ReadMenuAI를 만든 방법: GenAI로 ‘시적인’ 중국 메뉴 문제 해결

발행: 2시간 전 (2025년 12월 12일 오후 06:59 GMT+9)

3 min read

Source: Dev.to

Hi everyone, I’m DoubleZ! 👋

Have you ever walked into a Chinese restaurant, faced a menu full of beautiful but confusing characters, and had no idea what to order? Or worse, ordered a dish only to find it looks nothing like what you imagined?

This is a common pain point for many expats and travelers. Traditional translation apps often fail because Chinese menus are a uniquely difficult data source: artistic fonts, handwritten text, inconsistent layouts, and “poetic” dish names that shouldn’t be translated literally (e.g., “Husband and Wife Lung Slices” — 夫妻肺片).
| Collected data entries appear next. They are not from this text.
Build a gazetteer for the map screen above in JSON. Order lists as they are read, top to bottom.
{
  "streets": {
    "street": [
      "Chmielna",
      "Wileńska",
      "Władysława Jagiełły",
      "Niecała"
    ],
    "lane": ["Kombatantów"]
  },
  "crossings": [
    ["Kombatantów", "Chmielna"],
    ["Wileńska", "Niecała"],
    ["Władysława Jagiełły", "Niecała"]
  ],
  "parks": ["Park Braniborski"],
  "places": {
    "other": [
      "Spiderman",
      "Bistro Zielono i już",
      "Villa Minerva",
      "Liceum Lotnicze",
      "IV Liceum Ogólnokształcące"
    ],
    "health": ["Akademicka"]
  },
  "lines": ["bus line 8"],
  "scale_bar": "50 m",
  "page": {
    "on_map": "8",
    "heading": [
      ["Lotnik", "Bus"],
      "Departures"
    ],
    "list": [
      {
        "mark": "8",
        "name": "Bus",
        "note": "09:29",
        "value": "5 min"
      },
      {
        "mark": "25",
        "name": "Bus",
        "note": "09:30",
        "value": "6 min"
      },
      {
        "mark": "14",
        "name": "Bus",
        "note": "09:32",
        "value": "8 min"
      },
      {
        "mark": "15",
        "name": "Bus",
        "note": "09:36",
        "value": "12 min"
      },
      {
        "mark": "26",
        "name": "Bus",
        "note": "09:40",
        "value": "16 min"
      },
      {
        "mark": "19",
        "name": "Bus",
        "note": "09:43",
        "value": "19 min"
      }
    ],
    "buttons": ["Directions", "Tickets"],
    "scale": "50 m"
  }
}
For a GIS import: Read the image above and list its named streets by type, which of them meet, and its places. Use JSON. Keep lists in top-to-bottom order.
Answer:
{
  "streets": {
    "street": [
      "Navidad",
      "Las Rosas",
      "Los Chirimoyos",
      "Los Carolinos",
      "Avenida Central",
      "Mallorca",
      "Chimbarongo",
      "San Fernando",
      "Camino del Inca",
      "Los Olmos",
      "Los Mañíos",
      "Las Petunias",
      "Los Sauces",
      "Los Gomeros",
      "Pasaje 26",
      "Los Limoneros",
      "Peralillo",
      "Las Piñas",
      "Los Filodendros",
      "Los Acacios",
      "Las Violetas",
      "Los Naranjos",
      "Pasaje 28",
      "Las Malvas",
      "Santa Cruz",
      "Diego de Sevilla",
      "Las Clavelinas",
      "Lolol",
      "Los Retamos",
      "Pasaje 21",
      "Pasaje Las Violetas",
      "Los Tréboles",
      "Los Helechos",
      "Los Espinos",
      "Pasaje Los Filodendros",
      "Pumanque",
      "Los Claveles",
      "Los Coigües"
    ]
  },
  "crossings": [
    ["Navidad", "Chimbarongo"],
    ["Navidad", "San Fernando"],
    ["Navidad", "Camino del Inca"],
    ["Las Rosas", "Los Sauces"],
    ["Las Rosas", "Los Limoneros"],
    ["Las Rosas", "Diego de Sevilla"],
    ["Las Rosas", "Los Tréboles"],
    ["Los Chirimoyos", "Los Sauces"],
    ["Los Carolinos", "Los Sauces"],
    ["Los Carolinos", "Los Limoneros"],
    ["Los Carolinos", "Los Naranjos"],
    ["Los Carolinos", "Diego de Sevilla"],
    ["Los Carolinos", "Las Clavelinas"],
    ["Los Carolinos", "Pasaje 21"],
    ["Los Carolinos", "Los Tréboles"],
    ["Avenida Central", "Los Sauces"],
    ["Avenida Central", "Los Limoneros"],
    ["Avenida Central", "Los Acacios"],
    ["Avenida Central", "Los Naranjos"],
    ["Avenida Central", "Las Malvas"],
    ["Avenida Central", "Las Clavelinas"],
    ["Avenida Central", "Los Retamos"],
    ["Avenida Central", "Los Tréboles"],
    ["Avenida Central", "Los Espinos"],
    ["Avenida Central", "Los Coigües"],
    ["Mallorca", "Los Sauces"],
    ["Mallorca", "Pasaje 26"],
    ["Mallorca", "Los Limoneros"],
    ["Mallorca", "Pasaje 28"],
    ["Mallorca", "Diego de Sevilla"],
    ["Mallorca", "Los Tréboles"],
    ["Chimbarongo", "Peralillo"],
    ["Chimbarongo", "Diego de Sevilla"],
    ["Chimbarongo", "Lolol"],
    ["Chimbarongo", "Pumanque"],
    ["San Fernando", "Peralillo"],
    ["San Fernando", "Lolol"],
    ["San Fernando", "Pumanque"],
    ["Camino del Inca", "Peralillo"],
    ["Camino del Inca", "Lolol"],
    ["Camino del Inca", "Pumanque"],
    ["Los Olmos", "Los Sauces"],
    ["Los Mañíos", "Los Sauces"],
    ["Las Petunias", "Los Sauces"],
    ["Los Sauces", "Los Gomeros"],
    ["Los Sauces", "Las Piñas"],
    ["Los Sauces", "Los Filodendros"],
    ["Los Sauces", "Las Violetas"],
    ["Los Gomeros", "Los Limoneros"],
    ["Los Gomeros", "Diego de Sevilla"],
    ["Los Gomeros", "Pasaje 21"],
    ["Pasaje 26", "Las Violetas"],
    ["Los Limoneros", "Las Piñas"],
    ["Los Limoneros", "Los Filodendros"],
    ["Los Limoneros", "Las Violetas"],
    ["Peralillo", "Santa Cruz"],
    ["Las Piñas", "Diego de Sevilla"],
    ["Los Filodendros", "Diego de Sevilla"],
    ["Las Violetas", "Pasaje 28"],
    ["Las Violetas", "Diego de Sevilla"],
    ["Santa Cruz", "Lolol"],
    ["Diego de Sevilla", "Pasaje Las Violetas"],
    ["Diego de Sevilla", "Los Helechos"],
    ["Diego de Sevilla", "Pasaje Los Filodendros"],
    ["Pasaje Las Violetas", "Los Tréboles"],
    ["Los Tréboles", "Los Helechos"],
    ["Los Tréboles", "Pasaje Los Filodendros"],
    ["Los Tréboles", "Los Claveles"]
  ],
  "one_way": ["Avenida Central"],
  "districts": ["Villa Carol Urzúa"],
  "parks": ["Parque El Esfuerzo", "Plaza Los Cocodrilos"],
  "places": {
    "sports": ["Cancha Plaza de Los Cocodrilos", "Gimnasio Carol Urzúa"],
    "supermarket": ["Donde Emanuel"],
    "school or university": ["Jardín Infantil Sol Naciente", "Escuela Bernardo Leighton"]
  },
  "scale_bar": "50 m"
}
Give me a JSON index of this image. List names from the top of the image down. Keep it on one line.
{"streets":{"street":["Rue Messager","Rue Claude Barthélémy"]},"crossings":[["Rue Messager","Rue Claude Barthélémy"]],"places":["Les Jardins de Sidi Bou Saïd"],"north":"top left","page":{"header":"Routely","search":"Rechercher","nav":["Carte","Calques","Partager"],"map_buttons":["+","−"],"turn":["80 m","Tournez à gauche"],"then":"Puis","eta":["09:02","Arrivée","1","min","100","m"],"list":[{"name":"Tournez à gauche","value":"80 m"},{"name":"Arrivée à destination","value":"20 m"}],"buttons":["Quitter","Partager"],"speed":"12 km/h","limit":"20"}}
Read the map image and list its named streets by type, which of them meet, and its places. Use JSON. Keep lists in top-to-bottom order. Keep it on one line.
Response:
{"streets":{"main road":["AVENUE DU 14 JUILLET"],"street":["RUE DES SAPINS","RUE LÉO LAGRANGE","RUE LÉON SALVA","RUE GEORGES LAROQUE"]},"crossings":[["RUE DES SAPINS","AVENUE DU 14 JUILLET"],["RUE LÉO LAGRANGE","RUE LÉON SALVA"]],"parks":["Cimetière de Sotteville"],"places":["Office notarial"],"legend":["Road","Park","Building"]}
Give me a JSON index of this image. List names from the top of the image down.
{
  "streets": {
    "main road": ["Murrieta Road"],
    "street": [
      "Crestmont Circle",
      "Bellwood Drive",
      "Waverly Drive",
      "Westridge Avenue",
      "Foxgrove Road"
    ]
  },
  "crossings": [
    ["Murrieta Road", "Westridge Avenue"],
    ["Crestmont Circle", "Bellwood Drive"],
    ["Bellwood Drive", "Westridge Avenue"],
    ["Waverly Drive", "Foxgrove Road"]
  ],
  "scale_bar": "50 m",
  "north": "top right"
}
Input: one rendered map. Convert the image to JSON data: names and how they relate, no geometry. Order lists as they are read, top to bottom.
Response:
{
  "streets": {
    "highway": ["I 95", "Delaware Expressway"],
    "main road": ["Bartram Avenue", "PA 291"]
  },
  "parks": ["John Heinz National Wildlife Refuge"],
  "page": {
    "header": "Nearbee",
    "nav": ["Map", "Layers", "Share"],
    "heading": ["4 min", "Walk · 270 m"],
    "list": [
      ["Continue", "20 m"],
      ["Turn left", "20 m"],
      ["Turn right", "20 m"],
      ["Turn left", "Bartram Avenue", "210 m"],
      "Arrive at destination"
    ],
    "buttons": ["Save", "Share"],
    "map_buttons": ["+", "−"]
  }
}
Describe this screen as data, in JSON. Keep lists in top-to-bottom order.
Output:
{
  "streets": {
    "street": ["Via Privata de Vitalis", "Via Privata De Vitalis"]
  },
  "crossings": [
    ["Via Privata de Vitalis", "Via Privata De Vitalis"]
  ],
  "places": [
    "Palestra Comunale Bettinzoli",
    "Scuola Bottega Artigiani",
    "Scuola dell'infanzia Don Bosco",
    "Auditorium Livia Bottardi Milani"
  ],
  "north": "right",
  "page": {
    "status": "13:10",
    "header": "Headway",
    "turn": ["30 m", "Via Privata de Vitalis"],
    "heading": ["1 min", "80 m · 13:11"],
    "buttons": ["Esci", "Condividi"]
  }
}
Simple translation isn’t enough; users need visual context. That’s why I built ReadMenuAI.

What is ReadMenuAI?

ReadMenuAI is an AI‑powered tool that helps users “see” and understand Chinese menus. You simply upload a photo, and the AI transforms it into a digital, interactive experience.

✅ OCR & Extraction: Detects dish names and prices accurately.
🌍 Contextual Translation: Translates names while explaining ingredients and allergens.
🖼️ AI Image Generation (The “Wow” Factor): Generates high‑quality, representative photos for dishes that don’t have pictures.
💰 Travel Utilities: Real‑time currency conversion and audio pronunciation for easy ordering.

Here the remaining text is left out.